Hindisght is better than foresight - I should have just asked where to buy the ticket, rather than going to the place that said (in Russian) ticket window. We had about 25 minutes before the next train left. There was a short line, seemed like this would be easy, but after about 5 minutes the line had not moved at all. So I had Michael stay in line and I walked over to a machine that sold tickets. The machine had an option for English so I thought I was in luck. Next step, place one's credit card in the machine which I did and then all of the instructions were in Russian. I was able to figure out that I was to type in the destination which I did and received a message that the destination could not be found. However, there was no option to cancel the transaction or go back so I stood and looked at the machine very frustrated - no ticket, no credit card. I got Michael to come over and thank goodness he is so tech savvy,; he did something and the credit card came out of the machine. We went back to the line, having lost our place and there was a woman in line and I said something about Pavlovsk and she indicated this was not the correct line and we should should go upstairs. So we left and went upstairs and found another line, but this time smarter, I said Pavlovsk and the person in line signaled to go through a door at the end of the room. We ended up in another very large room with trains at the end. I asked someone about Pavlovsk and was directed to a cashier at the end of the room. For a little over $1 each, I got two tickets finally and we dashed out of the room and got into the train with less than a minute to spare.

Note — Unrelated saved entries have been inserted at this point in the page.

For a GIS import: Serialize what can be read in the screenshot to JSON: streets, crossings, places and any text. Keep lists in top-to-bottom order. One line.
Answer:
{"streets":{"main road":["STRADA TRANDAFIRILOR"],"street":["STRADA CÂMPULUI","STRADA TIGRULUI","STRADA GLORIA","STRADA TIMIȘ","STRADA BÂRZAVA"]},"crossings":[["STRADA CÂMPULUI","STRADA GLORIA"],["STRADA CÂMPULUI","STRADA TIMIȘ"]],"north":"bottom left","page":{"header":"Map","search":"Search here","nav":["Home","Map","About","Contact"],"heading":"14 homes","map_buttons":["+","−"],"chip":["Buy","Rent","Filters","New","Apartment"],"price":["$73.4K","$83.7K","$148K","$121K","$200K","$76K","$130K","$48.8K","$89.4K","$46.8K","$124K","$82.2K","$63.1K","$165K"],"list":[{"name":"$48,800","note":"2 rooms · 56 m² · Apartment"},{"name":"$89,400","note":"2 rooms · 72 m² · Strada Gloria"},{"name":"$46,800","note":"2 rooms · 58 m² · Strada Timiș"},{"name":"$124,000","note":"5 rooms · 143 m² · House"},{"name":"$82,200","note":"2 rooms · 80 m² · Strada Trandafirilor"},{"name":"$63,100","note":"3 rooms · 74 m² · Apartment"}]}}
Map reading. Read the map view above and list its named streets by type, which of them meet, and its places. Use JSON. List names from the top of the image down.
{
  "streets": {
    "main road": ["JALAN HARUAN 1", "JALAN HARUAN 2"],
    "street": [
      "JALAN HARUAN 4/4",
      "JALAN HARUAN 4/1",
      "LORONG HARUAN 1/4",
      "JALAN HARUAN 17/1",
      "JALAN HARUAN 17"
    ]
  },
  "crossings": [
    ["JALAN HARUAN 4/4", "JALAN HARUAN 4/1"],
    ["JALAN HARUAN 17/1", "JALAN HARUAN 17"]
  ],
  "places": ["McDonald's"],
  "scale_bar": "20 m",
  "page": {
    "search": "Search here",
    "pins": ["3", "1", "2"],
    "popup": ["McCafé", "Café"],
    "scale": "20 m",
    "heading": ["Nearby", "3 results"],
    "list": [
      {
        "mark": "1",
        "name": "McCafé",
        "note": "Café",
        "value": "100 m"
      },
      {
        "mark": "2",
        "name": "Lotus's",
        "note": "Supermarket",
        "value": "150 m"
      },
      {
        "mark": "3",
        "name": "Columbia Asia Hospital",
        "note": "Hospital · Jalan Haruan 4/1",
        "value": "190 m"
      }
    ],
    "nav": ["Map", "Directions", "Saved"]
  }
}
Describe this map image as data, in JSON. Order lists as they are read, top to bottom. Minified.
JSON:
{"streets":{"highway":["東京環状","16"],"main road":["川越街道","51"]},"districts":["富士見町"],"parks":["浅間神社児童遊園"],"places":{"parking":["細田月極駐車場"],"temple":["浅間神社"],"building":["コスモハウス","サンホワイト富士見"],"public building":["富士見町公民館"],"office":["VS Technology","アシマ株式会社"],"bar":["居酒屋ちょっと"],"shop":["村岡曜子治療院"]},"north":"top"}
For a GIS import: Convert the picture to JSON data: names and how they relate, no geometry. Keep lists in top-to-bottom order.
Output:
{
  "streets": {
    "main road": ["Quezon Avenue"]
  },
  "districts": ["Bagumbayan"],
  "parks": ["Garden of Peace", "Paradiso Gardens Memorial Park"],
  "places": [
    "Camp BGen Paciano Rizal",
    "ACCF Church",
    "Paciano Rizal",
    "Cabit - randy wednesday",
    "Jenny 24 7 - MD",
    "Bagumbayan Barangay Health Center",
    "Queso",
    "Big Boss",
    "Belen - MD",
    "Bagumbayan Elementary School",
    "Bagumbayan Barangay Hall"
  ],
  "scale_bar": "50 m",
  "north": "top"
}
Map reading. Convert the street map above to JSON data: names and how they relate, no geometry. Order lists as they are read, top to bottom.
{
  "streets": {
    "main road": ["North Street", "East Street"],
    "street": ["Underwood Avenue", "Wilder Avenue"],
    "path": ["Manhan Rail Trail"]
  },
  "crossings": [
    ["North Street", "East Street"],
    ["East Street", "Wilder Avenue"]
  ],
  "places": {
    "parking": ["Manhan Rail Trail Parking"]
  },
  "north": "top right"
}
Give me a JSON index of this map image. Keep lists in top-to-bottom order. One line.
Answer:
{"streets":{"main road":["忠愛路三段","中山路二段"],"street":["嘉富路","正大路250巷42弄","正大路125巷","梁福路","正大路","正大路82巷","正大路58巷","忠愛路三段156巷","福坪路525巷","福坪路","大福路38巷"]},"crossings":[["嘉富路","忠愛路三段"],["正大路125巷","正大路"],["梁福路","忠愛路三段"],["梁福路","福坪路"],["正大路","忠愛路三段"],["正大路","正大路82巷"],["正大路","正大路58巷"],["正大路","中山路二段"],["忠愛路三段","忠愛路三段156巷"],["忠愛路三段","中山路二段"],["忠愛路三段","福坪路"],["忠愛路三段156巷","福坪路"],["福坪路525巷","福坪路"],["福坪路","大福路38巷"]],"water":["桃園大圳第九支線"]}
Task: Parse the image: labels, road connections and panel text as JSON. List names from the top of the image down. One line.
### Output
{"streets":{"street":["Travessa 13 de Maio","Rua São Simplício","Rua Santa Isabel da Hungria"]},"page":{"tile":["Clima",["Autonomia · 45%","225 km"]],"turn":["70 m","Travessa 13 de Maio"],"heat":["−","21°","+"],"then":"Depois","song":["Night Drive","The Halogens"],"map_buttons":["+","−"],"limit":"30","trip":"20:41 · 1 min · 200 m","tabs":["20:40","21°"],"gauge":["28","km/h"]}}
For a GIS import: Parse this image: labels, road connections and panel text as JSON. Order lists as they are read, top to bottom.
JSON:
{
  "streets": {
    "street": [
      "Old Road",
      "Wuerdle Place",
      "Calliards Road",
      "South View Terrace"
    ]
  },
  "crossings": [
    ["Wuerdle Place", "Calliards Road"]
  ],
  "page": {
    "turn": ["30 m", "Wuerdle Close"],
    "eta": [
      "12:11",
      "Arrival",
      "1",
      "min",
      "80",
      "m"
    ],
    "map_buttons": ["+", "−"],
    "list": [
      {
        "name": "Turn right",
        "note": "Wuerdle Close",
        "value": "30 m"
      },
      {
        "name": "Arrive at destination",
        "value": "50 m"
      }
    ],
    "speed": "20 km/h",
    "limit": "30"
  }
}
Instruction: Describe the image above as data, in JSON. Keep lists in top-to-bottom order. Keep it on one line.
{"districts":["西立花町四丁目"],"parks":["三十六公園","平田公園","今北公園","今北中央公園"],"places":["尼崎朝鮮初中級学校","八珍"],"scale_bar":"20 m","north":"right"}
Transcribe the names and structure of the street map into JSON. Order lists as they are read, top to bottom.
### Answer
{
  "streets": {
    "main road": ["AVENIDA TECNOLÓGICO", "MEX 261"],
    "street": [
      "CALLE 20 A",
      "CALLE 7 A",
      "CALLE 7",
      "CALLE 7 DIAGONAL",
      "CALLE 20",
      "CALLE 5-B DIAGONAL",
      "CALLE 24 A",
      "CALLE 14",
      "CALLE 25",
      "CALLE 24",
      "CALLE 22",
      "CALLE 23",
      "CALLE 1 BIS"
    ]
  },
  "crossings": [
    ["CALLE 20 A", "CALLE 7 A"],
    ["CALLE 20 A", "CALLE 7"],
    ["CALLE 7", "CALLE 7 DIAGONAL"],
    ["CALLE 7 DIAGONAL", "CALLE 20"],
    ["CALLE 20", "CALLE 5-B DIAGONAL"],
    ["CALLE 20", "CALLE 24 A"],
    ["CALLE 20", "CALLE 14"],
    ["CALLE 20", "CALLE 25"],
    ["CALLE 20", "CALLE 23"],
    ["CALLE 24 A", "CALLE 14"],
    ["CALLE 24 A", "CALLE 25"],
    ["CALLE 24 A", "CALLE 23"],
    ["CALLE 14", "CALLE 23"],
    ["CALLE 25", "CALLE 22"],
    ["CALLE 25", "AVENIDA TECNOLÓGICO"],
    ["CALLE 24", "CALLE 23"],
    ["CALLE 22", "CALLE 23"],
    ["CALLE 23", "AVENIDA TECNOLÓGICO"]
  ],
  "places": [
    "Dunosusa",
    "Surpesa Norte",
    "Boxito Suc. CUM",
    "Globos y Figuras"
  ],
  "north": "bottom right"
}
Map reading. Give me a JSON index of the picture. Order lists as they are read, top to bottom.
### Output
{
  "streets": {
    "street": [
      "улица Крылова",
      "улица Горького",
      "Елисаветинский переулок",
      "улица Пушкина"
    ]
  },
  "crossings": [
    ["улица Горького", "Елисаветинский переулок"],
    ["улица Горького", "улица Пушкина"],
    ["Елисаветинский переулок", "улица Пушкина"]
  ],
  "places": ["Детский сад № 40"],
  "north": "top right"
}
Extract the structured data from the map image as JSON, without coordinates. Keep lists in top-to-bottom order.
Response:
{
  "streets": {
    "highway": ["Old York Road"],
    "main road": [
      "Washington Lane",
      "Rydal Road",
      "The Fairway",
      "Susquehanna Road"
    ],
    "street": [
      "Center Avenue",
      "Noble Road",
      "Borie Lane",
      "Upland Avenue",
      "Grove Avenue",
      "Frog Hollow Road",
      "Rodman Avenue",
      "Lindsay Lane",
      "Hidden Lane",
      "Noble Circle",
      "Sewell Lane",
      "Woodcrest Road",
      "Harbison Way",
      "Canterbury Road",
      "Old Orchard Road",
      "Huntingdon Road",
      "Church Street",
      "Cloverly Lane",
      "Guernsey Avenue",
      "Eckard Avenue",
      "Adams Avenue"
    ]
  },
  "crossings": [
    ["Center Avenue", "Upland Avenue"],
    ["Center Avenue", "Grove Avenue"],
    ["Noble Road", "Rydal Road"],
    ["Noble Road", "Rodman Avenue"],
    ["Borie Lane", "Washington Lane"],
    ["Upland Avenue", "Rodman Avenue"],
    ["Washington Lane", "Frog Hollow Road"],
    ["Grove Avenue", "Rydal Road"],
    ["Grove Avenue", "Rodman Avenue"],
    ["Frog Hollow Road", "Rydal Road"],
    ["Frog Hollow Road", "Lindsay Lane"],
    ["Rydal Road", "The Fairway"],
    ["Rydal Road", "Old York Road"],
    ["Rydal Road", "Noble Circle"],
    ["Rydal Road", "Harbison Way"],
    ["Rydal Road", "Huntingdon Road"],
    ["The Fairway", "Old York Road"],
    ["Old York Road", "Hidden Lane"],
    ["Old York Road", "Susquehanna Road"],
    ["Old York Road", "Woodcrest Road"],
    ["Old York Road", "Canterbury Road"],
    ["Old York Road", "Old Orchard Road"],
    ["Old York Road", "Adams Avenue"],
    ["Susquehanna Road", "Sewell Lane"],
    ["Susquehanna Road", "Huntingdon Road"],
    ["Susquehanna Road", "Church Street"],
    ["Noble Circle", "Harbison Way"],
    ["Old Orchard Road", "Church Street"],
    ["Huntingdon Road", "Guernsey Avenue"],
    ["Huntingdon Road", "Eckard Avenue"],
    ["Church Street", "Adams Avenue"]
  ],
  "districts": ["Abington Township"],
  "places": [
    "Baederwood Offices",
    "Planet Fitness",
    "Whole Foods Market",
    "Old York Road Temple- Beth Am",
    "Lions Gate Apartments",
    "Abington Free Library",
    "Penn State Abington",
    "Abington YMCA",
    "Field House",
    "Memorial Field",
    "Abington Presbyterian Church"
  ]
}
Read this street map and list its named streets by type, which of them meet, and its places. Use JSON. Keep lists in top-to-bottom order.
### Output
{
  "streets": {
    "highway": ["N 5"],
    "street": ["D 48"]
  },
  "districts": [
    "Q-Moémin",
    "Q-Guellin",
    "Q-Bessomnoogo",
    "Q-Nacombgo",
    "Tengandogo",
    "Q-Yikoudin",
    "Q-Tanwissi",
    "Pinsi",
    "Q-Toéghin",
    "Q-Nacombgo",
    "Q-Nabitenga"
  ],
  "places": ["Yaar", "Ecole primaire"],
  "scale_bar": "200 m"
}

The ride took about 35 minutes. We saw the restaurant we had eaten at on Saturday and just past it was the train station. We exited the train, crossed the street and saw an entrance to the ground of the Pavlovsk palace. There were a few signs that did guide us and after about a 20 minute walk through nice parkland we could see the palace and we walked toward it. We were approaching from the rear so it was a bit confusing about how to get to the front, but we did. The palace was quite beautiful and we passed a fenced in garden with roses and other flowers (that we could never figure out how to access). There is a large plaza in front of palace and as we walked in, some tour groups were arriving. We walked up to the ticket window . There was no one there for about 5 minutes and then a woman entered the little booth. Credit card - that wouldn't work, so we tried to pay with a large bill in Russian rubles (like 1000, I think, which is about $30, and that wouldn't work either. We were directed more or less to the ATM in the restaurant, but the restaurant was closed and the doors were locked. So another challenging experience of trying to spend Russian money in Russia and having the Russians refuse to take it. Finally the woman took our money, left her little booth, went in a door, and came back a few minutes later with change so we could buy the entry tickets. By then a couple of large groups of tourists had arrived (the palace opened at 10 which is just about when we had arrived) so we had to stand in line for a while to get in. Turns out that just about all the other tourists at the palace were French. We tried to tag along and listen to some tour guides, but it was hard to understand and my French comprehension for spoken French is not so great.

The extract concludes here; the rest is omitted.